Contact: sharvey@gradcenter.cuny.edu

I am completing my dissertation in the areas of, artificial intelligence, ethics, and aesthetics under the supervision of Jesse Prinz and Noel Carroll at CUNY Graduate Center. My research interests consider the correlations between designed environments and embodied emotional engagement in both human and machine minds. I am currently a pre-doctoral research fellow with the Fay Horton Sawyer Center for Ethics in the Professions at the Illinois Institute of Technology (IIT). The Sawyer fellowship consists of a year-long research and teaching appointment. I was awarded this position to further develop my interest in philosophy of technology within a specialized institute as I complete my dissertation. This fall semester, I organized an international conference on the Ethics of Technology. 

The dissertation introduces the term “Curated Spaces”, which builds on the concept of situated cognition. Many of the environments we encounter in our daily lives are specifically designed to help us with particular tasks, and we seek out these spaces to help us achieve these goals. For instance, when you go to a grocery store, the space is designed to help you buy food. When we use the space to assist us in our goals and the space is designed with this intention, I refer to these environments as curated spaces. I refer to the kind of situated cognition in these curated spaces as “curated cognition.” This relates to work on “situated cognition,” which explores how we use external features to solve problems, but “curated cognition” draws attention to the fact that environments are often designed to impact our mental states and behavior. My dissertation demonstrates how curation is not solely found in art galleries, as the term might suggest, but that we live our daily lives in curated spaces. 

My dissertation explores different facets of how curated spaces influence our lives. One chapter concerns the experience of sound in curated spaces. Another argues that even natural spaces such as national parks are highly groomed and curated. I also argue that uncultivated spaces–those that are untouched physically by human design–will still inspire psychological responses that qualify as curated because of the history of curated experiences we have internalized. There is also a chapter dealing with social and political themes. It explores the many ways in which neighborhoods in America have been designed to control citizens, comparing middle-class America with ghettoized America. The dissertation concludes with a discussion of digital platforms curated for us by artificial intelligence, such as Netflix, Instagram, Twitter (X), and Spotify.
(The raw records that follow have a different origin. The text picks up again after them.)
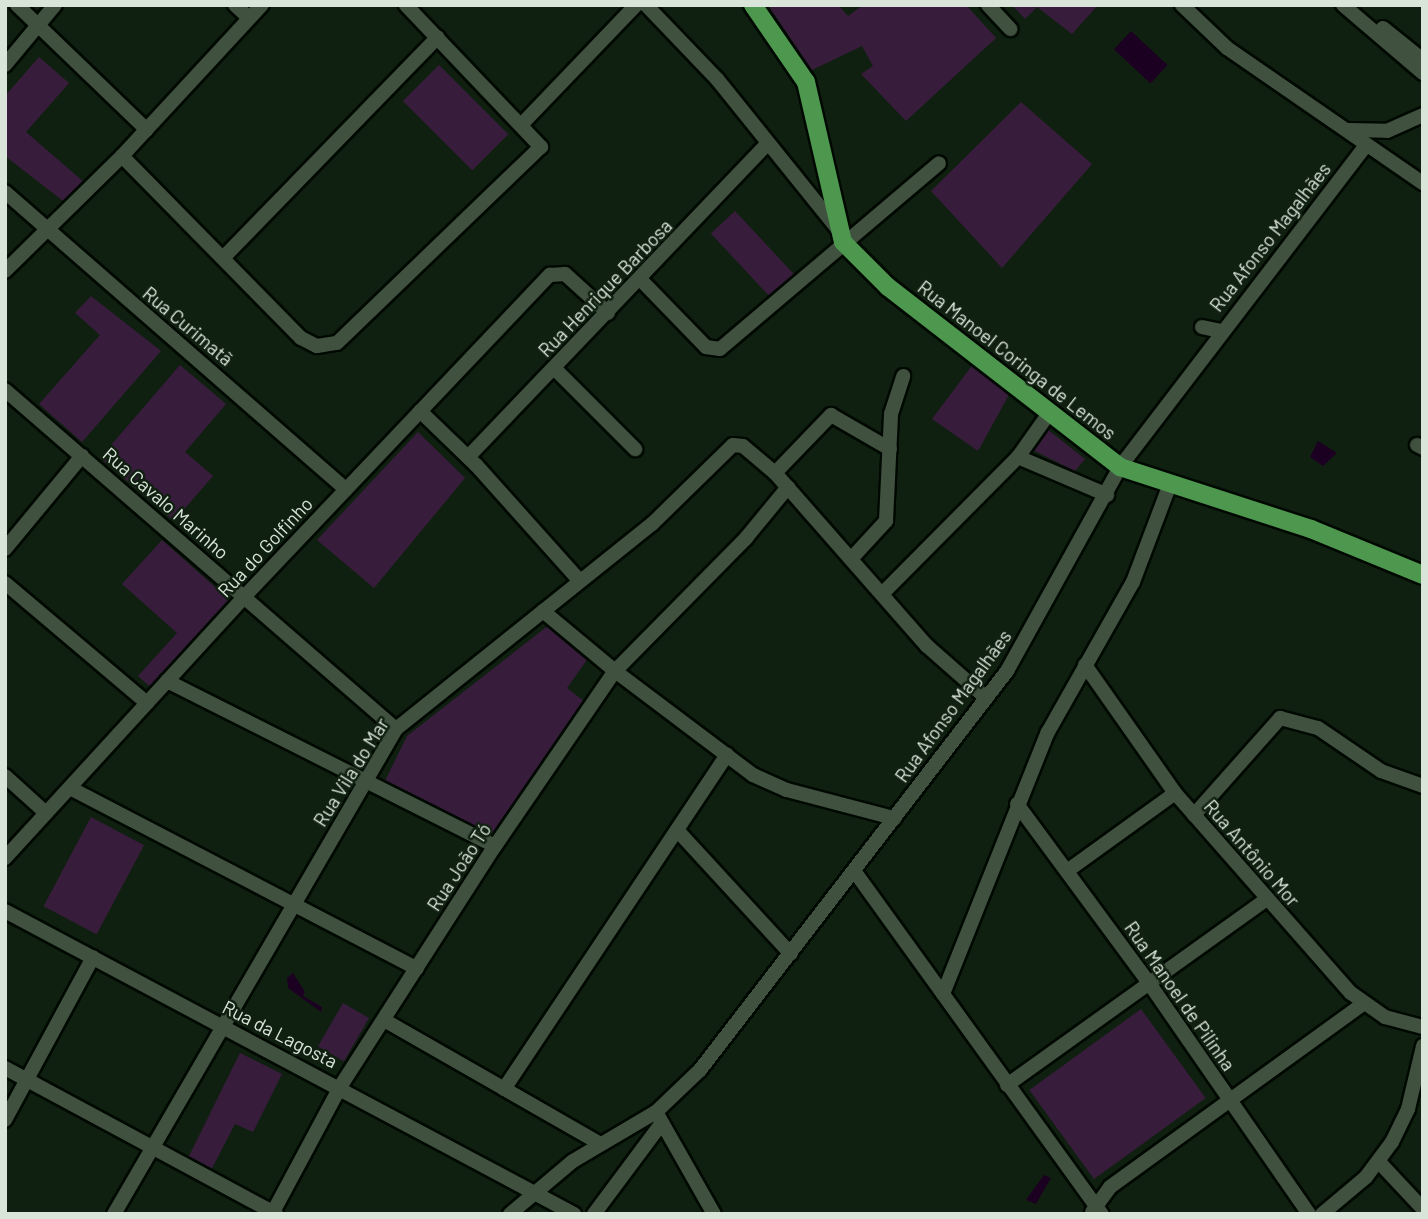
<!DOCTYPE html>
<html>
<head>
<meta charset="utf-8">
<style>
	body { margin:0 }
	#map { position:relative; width:1428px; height:1219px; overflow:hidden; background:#102010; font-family:Barlow,sans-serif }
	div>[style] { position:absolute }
	.green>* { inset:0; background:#381c3c; transform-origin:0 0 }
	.water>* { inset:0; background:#1c0021; transform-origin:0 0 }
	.roads { filter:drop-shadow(2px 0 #000901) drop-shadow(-2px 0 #000901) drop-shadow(0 2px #000901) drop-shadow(0 -2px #000901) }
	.minor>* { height:14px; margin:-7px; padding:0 7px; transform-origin:7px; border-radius:7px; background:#40513f }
	.major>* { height:18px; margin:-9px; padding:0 9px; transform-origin:9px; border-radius:9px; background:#4d974f }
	span { translate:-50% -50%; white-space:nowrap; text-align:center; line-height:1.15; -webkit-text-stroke:5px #102010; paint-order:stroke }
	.street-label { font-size:19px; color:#dae5da }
	.frame { position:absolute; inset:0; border:7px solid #dae5da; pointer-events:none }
</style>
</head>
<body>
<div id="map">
	<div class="green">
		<i style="clip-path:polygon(768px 5px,838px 5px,848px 16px,863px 5px,966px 5px,996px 38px,906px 121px,861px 74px,873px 66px,862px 46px,812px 70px)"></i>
		<i style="clip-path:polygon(1012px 5px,1098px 5px,1072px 34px,1037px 7px,1025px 19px)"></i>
		<i style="clip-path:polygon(39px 57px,69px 83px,26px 132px,85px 183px,67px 204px,5px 156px,5px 96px)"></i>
		<i style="left:439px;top:65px;width:98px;height:51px;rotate:45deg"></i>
		<i style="clip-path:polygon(1021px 102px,1092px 164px,1002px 268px,931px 191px)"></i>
		<i style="left:735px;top:211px;width:91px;height:33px;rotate:47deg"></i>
		<i style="clip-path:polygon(91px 296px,161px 351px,82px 442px,39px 404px,100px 335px,75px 313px)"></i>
		<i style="clip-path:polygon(974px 363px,1011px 391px,978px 451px,932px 419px)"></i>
		<i style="clip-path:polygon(180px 365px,226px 404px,185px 452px,213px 476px,174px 521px,100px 458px)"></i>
		<i style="clip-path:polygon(1047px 429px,1085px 459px,1075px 471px,1033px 450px)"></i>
		<i style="clip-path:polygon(418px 432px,465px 478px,374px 588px,317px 540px)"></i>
		<i style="clip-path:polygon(162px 540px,233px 603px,154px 690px,138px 676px,177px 633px,122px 584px)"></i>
		<i style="clip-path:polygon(549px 625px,591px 654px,567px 688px,589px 705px,494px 838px,385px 781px,407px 736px)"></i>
		<i style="left:91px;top:817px;width:60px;height:101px;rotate:28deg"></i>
		<i style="left:343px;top:1003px;width:30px;height:50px;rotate:30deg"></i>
		<i style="left:1141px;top:1009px;width:110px;height:138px;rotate:54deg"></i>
		<i style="clip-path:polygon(240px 1053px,282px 1074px,253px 1132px,235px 1124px,209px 1174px,186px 1162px)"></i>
	</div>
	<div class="water">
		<i style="left:1131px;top:31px;width:50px;height:25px;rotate:43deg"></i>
		<i style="clip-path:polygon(1318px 441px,1337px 453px,1323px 466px,1310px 457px)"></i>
		<i style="clip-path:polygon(293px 973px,305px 992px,303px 996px,322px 1007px,321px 1012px,288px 988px,287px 978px)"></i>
		<i style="clip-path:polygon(1044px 1175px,1051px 1178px,1036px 1204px,1026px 1200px)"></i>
	</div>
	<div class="roads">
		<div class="minor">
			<i style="left:17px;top:5px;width:180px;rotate:43.9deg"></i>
			<i style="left:235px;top:5px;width:19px;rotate:43deg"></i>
			<i style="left:646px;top:5px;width:103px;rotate:46.2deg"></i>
			<i style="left:717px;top:79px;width:195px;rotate:51.2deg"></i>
			<i style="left:988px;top:5px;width:33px;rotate:47deg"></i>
			<i style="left:1182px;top:5px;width:62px;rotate:43.7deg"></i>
			<i style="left:1227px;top:48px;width:238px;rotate:34.6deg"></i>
			<i style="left:1343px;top:5px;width:105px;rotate:40.4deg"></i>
			<i style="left:1383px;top:28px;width:51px;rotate:38.7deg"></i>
			<i style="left:5px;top:65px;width:78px;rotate:-50.2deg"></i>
			<i style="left:522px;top:124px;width:165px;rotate:-46.2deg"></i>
			<i style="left:1348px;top:130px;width:39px;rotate:1deg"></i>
			<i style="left:1387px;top:131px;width:39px;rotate:-24deg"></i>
			<i style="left:122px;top:156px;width:255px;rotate:45.5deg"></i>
			<i style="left:301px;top:338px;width:18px;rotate:27deg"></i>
			<i style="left:317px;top:346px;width:20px;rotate:-9deg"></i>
			<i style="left:337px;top:343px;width:283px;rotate:-43.9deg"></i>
			<i style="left:541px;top:147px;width:196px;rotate:-133.6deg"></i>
			<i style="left:5px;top:192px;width:451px;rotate:41.1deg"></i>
			<i style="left:223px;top:258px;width:308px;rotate:-45.8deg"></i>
			<i style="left:5px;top:271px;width:164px;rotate:-44.5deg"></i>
			<i style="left:122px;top:156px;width:206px;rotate:-47.2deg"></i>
			<i style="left:640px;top:279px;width:95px;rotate:45.9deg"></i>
			<i style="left:706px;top:347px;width:14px;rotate:8deg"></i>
			<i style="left:720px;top:349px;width:287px;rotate:-40.3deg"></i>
			<i style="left:1202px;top:327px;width:19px;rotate:12deg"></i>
			<i style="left:554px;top:368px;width:115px;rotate:45deg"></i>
			<i style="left:5px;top:390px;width:517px;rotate:40.93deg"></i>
			<i style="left:420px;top:411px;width:79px;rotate:44deg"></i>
			<i style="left:477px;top:466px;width:153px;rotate:48.2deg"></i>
			<i style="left:1417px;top:445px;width:7px;rotate:27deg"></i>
			<i style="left:468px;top:457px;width:434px;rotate:-46.3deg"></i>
			<i style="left:1018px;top:457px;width:97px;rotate:23.1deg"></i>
			<i style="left:775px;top:473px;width:81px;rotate:-46deg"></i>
			<i style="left:831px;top:415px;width:68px;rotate:30deg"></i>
			<i style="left:5px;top:549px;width:121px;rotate:-50.4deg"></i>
			<i style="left:851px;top:559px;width:52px;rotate:-47.4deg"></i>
			<i style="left:886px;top:521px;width:107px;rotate:-87.3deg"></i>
			<i style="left:891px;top:414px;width:40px;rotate:-72deg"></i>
			<i style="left:5px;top:583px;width:186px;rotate:40.2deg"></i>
			<i style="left:882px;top:594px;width:193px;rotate:-45.2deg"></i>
			<i style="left:1018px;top:457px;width:55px;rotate:-54.6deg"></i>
			<i style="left:543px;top:611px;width:94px;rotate:39.8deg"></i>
			<i style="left:615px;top:671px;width:173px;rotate:37deg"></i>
			<i style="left:753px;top:775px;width:37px;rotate:24deg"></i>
			<i style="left:787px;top:790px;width:111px;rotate:14.7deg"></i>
			<i style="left:1085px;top:665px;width:156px;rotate:54.9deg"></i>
			<i style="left:1175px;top:793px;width:266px;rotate:48.7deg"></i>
			<i style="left:1351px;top:993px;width:42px;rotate:35.2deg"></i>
			<i style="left:1385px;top:1017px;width:39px;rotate:15deg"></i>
			<i style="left:167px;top:681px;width:367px;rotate:26.7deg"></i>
			<i style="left:5px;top:776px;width:55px;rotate:42.1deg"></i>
			<i style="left:70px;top:788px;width:391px;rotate:27.5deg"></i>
			<i style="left:1017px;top:804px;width:222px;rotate:53.6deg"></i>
			<i style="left:1149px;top:983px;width:281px;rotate:55.3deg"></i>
			<i style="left:1194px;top:815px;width:130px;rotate:-48.4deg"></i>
			<i style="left:1280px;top:718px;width:39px;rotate:15deg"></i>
			<i style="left:1318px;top:728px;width:76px;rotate:34.3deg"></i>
			<i style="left:1381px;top:771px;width:45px;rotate:19.7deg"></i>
			<i style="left:677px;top:830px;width:168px;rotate:47.4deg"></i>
			<i style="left:5px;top:858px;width:352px;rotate:-47.5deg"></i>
			<i style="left:243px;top:598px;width:446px;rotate:-46.5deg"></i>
			<i style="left:550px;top:275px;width:15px;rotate:-4deg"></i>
			<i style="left:565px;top:274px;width:58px;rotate:42.2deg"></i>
			<i style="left:1067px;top:871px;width:133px;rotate:-35.8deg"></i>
			<i style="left:855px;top:872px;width:422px;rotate:54.2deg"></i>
			<i style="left:5px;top:911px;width:645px;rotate:28.04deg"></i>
			<i style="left:943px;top:994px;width:282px;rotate:-68.2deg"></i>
			<i style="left:1048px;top:732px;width:172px;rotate:-60.5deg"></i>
			<i style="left:1133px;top:582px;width:105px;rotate:-69.3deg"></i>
			<i style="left:384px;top:1020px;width:248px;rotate:29.8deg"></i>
			<i style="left:5px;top:1068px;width:308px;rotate:28.3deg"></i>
			<i style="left:1007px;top:1085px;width:317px;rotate:-35.6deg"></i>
			<i style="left:504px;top:1089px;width:402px;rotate:-56.3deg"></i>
			<i style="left:656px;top:1112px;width:117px;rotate:60.4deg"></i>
			<i style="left:5px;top:1120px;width:185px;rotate:-61.6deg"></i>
			<i style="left:1379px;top:1162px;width:64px;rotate:46.9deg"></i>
			<i style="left:1092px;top:1212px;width:31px;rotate:-54deg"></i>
			<i style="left:1110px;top:1187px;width:312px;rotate:-35.9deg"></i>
			<i style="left:114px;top:1214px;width:561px;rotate:-59.82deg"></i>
			<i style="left:396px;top:729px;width:328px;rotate:-38.7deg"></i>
			<i style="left:652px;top:524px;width:113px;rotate:-44.3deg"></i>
			<i style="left:733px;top:445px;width:10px;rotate:6deg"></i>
			<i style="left:743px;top:446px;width:42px;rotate:40.2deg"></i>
			<i style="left:775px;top:473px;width:230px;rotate:48.7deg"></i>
			<i style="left:927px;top:646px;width:79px;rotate:41.4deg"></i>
			<i style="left:272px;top:1214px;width:144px;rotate:-61.8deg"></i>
			<i style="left:340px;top:1087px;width:287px;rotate:-57.3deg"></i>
			<i style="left:495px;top:846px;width:212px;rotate:-55.6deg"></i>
			<i style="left:615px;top:671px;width:187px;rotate:-45.4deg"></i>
			<i style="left:746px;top:538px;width:66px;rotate:-50.5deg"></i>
			<i style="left:510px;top:1214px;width:82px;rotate:-40.1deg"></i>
			<i style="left:573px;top:1161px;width:96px;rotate:-30.6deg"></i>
			<i style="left:656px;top:1112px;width:61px;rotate:-43.7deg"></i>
			<i style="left:700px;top:1070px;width:503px;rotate:-52.42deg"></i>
			<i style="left:1007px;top:671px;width:233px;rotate:-61deg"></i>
			<i style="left:1120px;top:467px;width:405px;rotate:-52.6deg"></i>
			<i style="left:594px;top:1214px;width:112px;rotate:-53.3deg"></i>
			<i style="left:1322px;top:1214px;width:57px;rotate:-40.1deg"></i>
			<i style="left:1366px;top:1177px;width:44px;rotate:-53.4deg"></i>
			<i style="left:1392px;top:1142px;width:37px;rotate:-64deg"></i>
			<i style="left:1408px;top:1109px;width:65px;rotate:-76.6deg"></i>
		</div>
		<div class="major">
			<i style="left:753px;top:5px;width:93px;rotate:55.5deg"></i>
			<i style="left:806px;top:82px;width:164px;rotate:77deg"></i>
			<i style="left:843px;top:242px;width:64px;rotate:45deg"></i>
			<i style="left:888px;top:287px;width:294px;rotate:37.8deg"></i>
			<i style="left:1120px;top:467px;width:201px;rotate:18deg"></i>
			<i style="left:1311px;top:529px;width:121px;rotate:22.3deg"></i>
		</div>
	</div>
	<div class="street-label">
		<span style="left:1270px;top:237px;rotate:-52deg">Rua Afonso Magalhães</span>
		<span style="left:605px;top:288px;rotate:-46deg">Rua Henrique Barbosa</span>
		<span style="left:188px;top:326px;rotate:40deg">Rua Curimatã</span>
		<span style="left:1017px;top:360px;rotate:38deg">Rua Manoel Coringa de Lemos</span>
		<span style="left:166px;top:503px;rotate:41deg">Rua Cavalo Marinho</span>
		<span style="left:265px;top:547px;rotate:-47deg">Rua do Golfinho</span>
		<span style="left:953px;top:706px;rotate:-54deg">Rua Afonso Magalhães</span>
		<span style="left:351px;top:772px;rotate:-58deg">Rua Vila do Mar</span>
		<span style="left:1252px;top:853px;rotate:49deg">Rua Antônio Mor</span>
		<span style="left:459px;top:867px;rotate:-57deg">Rua João Tó</span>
		<span style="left:1180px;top:996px;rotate:55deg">Rua Manoel de Pilinha</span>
		<span style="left:280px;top:1034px;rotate:27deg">Rua da Lagosta</span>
	</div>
	<div class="frame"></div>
</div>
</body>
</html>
In the summer of 2023, I received an Arts and Science Connect Research Fellowship to travel to Paris for the summer and study psychoacoustics and technology at the IRCAM Institute. In the summer program, I learned about contemporary AI technologies used to regenerate voice and instruments, as well as how algorithms can be used to determine the precise acoustic range of instruments and voices. My time there contributed to a chapter of my dissertation. Following this work in Paris, I participated in a graduate course called Acoustics and Psychoacoustics at the Feirstein Graduate School of Cinema. In 2022, I received a research grant to study the emotional impact of sunlight in Norway, which contributed to a published paper on sunlight, sublimity, and the technology of moving images titled “A Reflection of the Sun” in the journal Philosophy and Film. Along with this work, in the summer of 2024, I presented a paper in Budapest at the Cognitive Science of Moving Images conference on the emotional effects of certain electrical light techniques in moving images. That paper has been accepted for publication in the Philosophy and Film journal for a 2025 volume. In these works, I argue that the human experience of light involves more than the illumination of objects in the world. We not only attend to light as a form of its own, but we also develop psychological connections to representations of light, such as emotions, temporal awareness, and religious associations. I also have a paper forthcoming in the journal Acta Philosophica Fennica, in a special volume on environmental aesthetics, which includes contributions by leaders in environmental philosophy. The paper titled “Curated Cognition in Nature” engages with contemporary work in cognitive science on gallery spaces to argue for a parallel between the curation of art spaces to that of designed natural environments such as Yellowstone National Park and Central Park. I argue that these spaces are designed to influence the emotional engagement and even the perception of visitors.